Fans of MPP will immediately recognize similarities between it and Cows on Hourglass Pond, namely the syrupy, aquatic production style and vocal effects found right off the bat in “What’s the Goodside?”. However, Avey Tare is here more focused on capturing the essence of what made that and other records in Animal Collective’s discography so special as opposed to recreating them on a sonic level. These tracks are vibrant and full of life and deeply personal, melding gentle acoustic instrumentation with just enough production wankery to feel comfortable in the Animal Collective canon. It’s increasingly evident how significant an impact Avey Tare has on his main project’s music, as songs on this record herald back to Feels (“Eyes On Eyes”), Sung Tongs (“Saturdays (Again)”), and Strawberry Jam (“K.C. Yours”) with ease and conviction. But these tracks never feel like retreads, rather a succinct distillation of the elements that made these albums the unique works of psych art that they are. If you were a fan of Animal Collective at any point in their career, there’s something for you here. But especially for those who find MPP as special as I do, Cows on Hourglass Pond strikes a tone of spiritual succession, proving that the members of Animal Collective still have plenty of coherent, fully digestible songwriting left in the tank.

If I were to rank this record in the Animal Collective + friends release tree, it would most certainly land in the top five, if not the top three. Given the classics produced by this group of musicians and artists, that’s most certainly intended as high praise. Cows on Hourglass Pond is a treasure of a record that serves both as a retrospective of Animal Collective’s musical career up to this point and as a personal, unique statement of musical intent from Avey Tare. While MPP remains a musical anomaly, Avey Tare proves its spirit still vibrantly alive in his latest and best record. Essential listening.  

Jonathan Adams

Ibibio Sound MachineDoko Mien

I like that we, as a music listening society, have begun to drop the term “world music” from our vocabularies. It’s not an accurate term anyway, and in 2019 it could be seen as a pretty offensive and generally ignorant. So I’m glad I heard about Ibibio Sound Machine now because “world music” wouldn’t begin to describe this rich sound. Led by Nigerian singer Eno Williams, this octet makes an incredibly engaging combination of West African funk and modern jazz with psychedelic influences that will ensure your toe is tapping until the final note of Doko Mien.

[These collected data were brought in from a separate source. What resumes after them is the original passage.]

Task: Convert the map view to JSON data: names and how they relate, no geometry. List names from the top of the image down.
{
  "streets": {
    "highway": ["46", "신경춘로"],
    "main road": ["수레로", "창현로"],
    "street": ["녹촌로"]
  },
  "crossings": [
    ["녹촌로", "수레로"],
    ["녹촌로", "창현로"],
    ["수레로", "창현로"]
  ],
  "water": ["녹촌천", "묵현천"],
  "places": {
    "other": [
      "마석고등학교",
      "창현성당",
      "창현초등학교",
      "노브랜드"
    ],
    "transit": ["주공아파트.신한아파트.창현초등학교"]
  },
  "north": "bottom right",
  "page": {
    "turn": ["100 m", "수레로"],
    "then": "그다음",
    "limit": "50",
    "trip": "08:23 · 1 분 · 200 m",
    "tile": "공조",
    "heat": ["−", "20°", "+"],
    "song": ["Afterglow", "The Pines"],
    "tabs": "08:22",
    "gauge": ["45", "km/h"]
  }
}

On a personal note, this is the kind of music I would’ve craved in college. For an American, you’re constantly bombarded by western music in a way that you can forget there’s a world outside of it, making music and art in ways that you simply can’t comprehend. That’s what Eno and her band do exactly. There is a joy and exuberance to this music that few others have. The prominent funk bass from Derrick McIntyre and the wah-infused guitar chords from Alfred Kari Bannerman calls to 70s funk we all know and love. Combined with a wisely employed horn section, and you’ve got a sound that few can truly imitate.

There are also a lot of electronic elements to some of these songs that sound like modern psychedelic rock like Tame Impala. “Tell Me (Doko Mien)” is shaded throughout with these elements. The simply electronic beat at the beginning is very reminiscent to modern sounds along with production qualities such as the reverb on each instrument and the vocals. Synthesizers have an equal ability to give a little extra color to each track.

Doko Mien is probably the most interesting record I’ve heard this year. It is such a unique combination of sounds that makes a wonderfully soulful kind of music. While it is partially an academic exercise of identifying the sounds on the record, you should be more concerned with the work as a whole. Don’t worry about what influenced them or where did they pick that sound up from or anything else other than the incredible funk they produce.